YOUR ASSIGNMENT
Starting at the line below holding "position:relative; width:2024px; height:1817px;" and stopping at the line holding "translate:-50% -50%; white-space:nowrap;", print every line exactly, both ends included, and leave the rest out.

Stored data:
=== Section Start ===

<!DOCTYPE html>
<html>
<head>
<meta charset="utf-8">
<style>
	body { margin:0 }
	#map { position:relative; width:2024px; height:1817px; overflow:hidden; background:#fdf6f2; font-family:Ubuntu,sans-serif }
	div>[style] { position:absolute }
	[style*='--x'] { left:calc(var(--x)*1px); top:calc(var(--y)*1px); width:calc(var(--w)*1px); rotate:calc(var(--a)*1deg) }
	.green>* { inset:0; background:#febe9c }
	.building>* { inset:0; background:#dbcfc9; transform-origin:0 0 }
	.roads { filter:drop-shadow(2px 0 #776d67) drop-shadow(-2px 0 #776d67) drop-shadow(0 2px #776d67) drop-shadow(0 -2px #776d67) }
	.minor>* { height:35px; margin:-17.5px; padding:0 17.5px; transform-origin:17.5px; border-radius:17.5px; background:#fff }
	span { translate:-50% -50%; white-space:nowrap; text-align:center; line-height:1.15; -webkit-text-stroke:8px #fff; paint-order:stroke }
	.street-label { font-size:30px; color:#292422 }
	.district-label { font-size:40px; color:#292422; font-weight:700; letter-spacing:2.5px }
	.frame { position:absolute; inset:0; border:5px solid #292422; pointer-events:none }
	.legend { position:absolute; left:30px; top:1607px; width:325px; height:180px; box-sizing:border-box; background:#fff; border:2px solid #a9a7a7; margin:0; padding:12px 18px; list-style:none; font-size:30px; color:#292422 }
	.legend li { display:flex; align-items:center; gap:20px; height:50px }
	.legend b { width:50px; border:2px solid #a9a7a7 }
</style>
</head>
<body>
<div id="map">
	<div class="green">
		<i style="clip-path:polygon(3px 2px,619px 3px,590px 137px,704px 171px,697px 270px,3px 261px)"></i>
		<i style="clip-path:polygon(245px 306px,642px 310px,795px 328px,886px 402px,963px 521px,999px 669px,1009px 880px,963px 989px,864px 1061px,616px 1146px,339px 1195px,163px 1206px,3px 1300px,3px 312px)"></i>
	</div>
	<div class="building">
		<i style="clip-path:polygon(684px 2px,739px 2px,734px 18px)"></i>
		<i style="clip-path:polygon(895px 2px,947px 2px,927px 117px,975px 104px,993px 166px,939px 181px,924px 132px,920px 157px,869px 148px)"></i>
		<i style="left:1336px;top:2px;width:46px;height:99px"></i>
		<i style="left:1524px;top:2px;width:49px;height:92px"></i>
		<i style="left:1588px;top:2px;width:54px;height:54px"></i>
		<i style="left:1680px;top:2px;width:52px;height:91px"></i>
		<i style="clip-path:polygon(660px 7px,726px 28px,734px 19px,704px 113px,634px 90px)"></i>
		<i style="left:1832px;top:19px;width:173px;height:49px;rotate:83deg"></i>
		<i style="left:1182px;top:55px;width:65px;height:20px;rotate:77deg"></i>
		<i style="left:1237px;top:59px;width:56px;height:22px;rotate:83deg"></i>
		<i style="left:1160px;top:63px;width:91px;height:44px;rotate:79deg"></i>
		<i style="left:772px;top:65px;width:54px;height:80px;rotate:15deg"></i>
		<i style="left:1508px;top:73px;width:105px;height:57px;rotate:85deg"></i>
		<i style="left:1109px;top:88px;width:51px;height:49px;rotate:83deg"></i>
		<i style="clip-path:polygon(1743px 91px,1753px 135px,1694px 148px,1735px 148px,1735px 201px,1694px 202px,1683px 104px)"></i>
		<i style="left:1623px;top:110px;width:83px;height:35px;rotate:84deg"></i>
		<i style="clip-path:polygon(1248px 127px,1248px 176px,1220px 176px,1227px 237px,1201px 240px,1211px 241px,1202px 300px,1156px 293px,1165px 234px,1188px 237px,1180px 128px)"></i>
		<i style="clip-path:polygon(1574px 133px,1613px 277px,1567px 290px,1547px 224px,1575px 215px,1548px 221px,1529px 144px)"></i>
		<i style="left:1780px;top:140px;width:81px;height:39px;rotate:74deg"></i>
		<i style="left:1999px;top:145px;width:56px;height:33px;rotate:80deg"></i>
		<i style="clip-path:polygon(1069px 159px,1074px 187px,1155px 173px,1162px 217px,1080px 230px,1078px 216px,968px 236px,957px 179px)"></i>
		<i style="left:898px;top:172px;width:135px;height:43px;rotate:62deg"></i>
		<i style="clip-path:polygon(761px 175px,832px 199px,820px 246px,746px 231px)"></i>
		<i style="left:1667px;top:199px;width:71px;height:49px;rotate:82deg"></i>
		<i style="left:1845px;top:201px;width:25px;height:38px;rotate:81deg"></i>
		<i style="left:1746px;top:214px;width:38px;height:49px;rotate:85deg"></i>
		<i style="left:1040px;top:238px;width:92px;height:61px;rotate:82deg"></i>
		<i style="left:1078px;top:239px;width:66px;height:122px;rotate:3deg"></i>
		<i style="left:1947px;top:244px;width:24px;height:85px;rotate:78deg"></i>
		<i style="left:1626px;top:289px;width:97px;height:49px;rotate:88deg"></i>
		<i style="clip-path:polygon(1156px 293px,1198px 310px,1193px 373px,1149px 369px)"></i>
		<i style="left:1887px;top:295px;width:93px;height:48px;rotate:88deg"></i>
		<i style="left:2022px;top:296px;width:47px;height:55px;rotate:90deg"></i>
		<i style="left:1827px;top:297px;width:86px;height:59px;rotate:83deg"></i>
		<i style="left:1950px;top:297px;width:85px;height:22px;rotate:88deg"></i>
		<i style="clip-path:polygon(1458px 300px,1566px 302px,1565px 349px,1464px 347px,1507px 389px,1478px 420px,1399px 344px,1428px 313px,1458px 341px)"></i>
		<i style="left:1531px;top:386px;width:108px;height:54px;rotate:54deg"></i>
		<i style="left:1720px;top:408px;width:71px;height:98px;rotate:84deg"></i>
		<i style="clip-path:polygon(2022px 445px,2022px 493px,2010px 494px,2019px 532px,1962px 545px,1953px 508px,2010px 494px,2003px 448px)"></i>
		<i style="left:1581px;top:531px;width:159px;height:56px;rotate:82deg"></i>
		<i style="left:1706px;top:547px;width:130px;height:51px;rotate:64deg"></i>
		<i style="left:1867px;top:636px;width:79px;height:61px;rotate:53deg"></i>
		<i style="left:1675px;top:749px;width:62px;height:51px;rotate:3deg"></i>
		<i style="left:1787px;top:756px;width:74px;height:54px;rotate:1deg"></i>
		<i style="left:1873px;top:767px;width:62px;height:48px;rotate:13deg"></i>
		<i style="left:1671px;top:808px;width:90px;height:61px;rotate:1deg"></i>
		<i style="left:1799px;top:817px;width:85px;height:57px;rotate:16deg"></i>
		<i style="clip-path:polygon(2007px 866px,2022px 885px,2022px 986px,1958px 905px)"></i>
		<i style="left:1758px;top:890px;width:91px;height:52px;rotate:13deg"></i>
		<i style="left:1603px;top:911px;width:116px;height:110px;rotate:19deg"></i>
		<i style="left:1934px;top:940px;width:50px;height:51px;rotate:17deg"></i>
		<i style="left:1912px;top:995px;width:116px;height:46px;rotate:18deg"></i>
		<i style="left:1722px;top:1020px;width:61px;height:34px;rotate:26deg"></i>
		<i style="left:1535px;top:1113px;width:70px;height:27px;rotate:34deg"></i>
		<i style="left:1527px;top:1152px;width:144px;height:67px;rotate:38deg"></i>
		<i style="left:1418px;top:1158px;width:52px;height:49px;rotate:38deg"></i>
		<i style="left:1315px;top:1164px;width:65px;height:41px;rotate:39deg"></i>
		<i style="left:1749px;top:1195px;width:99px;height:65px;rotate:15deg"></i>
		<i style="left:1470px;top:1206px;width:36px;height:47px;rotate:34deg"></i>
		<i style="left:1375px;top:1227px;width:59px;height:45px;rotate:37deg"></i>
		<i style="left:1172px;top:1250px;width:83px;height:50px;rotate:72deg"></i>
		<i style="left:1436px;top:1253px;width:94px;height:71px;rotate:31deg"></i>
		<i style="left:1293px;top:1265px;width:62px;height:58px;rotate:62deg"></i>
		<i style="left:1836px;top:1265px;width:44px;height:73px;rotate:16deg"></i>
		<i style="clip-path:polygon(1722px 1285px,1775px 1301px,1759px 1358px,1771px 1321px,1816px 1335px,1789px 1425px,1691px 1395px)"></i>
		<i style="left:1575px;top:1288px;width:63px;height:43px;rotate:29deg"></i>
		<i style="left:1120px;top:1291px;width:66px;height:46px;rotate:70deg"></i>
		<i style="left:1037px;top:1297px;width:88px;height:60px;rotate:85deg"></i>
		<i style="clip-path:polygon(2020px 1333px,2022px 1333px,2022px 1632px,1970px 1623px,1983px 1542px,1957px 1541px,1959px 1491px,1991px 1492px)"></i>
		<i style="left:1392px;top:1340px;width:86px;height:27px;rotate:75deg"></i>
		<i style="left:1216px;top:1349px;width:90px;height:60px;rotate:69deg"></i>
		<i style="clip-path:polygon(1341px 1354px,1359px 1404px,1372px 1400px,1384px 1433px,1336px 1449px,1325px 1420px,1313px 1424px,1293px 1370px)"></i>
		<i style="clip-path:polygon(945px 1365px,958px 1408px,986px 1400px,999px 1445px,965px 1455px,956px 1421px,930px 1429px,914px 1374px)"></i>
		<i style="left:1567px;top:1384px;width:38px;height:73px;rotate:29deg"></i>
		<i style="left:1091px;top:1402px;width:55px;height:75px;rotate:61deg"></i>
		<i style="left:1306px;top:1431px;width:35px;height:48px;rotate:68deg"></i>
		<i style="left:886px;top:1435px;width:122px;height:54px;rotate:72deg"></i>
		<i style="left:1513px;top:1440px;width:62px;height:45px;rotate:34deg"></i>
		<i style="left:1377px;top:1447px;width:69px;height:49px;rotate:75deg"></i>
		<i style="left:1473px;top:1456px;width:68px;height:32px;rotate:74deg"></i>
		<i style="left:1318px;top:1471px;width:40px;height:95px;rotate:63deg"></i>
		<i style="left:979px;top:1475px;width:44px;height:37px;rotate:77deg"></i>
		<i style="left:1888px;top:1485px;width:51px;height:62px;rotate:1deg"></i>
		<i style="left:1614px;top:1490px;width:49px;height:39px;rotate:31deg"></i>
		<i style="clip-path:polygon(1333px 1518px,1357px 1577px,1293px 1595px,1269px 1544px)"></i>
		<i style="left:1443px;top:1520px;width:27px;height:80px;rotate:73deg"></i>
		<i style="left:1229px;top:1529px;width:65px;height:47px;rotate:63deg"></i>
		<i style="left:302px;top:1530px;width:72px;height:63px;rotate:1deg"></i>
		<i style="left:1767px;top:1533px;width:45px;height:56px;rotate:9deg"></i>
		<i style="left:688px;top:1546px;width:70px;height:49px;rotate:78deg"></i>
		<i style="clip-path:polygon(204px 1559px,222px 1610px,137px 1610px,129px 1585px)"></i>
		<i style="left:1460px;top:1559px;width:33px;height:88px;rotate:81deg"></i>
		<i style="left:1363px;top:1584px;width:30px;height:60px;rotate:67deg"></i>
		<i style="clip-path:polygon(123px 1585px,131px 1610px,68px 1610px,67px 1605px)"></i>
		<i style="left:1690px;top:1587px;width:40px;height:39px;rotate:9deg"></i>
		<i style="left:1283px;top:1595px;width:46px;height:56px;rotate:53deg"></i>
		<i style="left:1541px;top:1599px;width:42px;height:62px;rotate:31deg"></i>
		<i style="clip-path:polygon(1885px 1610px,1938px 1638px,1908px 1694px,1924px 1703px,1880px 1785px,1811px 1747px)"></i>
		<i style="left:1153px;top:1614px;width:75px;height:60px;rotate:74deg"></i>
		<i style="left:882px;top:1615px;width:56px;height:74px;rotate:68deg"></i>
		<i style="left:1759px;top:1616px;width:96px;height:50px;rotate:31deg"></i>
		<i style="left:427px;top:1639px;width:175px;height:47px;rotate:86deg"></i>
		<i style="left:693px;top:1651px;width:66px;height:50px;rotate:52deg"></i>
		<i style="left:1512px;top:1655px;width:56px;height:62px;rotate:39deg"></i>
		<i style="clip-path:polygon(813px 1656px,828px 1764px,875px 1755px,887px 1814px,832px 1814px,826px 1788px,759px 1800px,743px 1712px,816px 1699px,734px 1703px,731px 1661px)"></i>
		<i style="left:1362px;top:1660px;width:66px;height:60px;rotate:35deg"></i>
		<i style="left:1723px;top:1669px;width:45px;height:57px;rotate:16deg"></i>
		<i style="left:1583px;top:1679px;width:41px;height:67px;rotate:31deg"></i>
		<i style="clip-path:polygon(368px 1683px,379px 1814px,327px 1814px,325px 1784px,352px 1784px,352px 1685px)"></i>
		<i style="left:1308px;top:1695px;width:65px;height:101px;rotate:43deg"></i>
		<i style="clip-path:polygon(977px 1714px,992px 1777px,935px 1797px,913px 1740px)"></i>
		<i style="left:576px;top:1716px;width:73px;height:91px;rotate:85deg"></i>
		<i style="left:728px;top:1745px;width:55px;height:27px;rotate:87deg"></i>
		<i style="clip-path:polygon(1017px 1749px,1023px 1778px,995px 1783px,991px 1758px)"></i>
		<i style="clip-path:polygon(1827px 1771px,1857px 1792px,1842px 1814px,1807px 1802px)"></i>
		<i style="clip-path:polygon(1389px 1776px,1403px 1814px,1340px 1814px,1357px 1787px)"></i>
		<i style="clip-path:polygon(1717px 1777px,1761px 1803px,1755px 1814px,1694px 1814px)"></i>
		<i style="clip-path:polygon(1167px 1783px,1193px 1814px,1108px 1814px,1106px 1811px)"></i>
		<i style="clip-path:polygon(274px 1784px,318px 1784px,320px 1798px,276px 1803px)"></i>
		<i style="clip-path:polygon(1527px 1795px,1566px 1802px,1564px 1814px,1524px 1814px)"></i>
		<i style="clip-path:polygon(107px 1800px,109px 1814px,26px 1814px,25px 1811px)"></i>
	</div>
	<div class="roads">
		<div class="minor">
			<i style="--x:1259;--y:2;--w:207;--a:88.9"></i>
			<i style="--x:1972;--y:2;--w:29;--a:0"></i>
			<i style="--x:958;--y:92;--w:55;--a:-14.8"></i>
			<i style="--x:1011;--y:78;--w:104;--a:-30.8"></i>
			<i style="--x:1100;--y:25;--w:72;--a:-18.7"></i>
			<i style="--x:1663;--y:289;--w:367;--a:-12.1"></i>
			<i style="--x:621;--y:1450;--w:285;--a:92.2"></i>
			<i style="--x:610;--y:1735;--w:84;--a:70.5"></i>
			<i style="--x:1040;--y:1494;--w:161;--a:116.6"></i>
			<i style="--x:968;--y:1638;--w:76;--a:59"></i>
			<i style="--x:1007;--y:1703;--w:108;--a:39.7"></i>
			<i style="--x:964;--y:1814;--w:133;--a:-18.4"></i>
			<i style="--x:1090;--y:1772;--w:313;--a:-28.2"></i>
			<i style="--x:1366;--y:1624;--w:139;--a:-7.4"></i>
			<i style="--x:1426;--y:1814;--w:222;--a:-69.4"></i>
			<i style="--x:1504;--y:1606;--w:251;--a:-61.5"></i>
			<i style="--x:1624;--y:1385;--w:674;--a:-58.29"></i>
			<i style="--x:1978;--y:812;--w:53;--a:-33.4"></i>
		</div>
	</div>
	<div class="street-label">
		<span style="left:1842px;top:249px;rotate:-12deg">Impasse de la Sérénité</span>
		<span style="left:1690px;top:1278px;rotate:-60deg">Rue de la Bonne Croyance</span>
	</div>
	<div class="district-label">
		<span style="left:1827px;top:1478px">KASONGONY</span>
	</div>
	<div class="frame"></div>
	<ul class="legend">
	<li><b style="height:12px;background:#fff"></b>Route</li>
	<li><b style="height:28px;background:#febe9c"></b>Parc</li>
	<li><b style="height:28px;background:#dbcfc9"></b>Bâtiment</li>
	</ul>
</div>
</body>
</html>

=== Section End ===
=== Section Start ===

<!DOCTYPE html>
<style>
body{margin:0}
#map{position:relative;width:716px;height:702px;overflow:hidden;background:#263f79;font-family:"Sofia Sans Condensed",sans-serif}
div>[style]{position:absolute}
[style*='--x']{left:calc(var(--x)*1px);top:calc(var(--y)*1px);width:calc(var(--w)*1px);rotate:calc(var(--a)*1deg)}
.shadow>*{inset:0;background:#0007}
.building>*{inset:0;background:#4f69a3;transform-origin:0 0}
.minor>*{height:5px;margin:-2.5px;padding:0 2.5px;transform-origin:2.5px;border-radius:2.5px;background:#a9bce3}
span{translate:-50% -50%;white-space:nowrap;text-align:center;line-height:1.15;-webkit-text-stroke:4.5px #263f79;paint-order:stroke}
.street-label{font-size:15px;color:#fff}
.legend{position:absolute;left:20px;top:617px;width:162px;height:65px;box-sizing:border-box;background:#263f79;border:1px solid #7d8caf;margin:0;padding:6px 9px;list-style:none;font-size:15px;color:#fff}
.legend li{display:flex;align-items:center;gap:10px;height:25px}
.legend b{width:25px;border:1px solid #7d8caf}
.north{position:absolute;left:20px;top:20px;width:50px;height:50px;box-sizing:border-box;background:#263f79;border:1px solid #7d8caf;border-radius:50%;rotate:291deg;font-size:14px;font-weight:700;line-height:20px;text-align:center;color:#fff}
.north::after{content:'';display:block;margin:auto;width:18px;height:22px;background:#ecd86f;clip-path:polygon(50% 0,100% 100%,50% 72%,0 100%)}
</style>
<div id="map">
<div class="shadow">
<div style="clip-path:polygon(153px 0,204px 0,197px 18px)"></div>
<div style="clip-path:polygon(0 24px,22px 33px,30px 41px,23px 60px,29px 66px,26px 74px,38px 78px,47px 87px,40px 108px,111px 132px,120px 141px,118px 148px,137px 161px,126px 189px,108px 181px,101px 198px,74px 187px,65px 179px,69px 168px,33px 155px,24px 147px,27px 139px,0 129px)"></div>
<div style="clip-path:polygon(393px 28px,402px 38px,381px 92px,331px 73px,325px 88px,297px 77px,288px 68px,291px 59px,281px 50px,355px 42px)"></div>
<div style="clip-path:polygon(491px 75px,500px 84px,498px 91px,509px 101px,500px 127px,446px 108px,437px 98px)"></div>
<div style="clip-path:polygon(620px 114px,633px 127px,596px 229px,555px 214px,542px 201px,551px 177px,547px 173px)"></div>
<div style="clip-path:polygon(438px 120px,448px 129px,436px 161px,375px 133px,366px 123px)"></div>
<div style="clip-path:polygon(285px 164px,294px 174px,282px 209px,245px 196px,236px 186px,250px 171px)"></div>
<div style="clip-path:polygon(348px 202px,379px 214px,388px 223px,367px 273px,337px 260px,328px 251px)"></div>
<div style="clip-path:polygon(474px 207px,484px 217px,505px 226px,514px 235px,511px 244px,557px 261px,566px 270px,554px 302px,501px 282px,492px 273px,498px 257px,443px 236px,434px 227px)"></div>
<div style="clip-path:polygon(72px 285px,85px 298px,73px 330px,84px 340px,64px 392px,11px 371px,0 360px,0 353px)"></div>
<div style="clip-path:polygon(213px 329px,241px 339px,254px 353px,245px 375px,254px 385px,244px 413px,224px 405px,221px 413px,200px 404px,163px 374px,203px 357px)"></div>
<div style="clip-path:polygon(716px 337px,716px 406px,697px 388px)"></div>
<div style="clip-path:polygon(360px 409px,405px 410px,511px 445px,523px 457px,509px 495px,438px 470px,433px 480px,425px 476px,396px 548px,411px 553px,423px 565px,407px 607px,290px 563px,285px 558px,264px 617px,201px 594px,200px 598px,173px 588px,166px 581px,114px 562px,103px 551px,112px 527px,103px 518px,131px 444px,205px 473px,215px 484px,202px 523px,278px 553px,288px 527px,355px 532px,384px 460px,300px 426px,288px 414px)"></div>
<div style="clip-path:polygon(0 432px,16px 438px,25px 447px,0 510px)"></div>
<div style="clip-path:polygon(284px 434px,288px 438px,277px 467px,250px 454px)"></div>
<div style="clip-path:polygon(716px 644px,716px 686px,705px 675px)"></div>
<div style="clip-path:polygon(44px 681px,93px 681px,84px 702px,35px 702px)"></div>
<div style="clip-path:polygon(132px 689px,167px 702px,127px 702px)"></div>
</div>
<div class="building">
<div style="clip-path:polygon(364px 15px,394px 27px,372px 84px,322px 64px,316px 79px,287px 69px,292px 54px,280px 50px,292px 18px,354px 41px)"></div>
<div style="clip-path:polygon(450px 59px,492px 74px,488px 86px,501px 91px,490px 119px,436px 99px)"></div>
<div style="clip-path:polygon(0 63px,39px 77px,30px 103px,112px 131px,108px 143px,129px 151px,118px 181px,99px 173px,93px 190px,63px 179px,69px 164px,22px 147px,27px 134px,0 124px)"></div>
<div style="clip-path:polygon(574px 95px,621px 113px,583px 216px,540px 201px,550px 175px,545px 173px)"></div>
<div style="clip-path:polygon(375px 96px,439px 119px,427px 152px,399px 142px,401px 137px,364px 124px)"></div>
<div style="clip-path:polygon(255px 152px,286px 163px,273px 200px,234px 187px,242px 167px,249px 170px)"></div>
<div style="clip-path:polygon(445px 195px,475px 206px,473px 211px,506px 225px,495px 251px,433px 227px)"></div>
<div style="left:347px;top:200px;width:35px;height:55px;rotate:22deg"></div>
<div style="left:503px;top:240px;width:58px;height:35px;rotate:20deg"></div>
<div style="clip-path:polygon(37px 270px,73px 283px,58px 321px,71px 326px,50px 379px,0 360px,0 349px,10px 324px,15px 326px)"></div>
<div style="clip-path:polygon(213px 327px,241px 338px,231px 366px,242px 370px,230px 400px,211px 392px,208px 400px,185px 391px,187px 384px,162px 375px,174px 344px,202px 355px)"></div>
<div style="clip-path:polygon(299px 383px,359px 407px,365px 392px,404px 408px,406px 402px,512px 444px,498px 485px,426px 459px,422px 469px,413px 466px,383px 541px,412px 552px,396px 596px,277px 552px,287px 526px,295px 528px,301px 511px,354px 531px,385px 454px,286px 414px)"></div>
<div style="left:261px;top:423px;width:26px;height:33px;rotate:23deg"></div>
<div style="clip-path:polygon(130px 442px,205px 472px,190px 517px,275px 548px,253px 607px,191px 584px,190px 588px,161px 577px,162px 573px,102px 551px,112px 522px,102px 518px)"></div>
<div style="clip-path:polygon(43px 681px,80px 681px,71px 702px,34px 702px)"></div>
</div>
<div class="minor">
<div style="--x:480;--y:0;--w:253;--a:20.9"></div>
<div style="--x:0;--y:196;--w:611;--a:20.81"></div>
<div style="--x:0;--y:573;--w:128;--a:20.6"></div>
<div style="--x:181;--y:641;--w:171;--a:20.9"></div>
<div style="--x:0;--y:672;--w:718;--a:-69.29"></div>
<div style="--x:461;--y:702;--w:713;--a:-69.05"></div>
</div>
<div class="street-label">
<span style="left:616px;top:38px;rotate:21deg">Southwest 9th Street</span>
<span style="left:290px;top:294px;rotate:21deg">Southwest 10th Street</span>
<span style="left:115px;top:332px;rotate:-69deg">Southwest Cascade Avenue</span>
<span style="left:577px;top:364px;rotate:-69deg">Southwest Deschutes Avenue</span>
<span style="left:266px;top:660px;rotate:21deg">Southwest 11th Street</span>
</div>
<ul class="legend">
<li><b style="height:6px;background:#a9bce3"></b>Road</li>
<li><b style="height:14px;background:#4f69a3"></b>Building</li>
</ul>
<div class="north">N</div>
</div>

=== Section End ===

ANSWER BELOW
	#map { position:relative; width:2024px; height:1817px; overflow:hidden; background:#fdf6f2; font-family:Ubuntu,sans-serif }
	div>[style] { position:absolute }
	[style*='--x'] { left:calc(var(--x)*1px); top:calc(var(--y)*1px); width:calc(var(--w)*1px); rotate:calc(var(--a)*1deg) }
	.green>* { inset:0; background:#febe9c }
	.building>* { inset:0; background:#dbcfc9; transform-origin:0 0 }
	.roads { filter:drop-shadow(2px 0 #776d67) drop-shadow(-2px 0 #776d67) drop-shadow(0 2px #776d67) drop-shadow(0 -2px #776d67) }
	.minor>* { height:35px; margin:-17.5px; padding:0 17.5px; transform-origin:17.5px; border-radius:17.5px; background:#fff }
	span { translate:-50% -50%; white-space:nowrap; text-align:center; line-height:1.15; -webkit-text-stroke:8px #fff; paint-order:stroke }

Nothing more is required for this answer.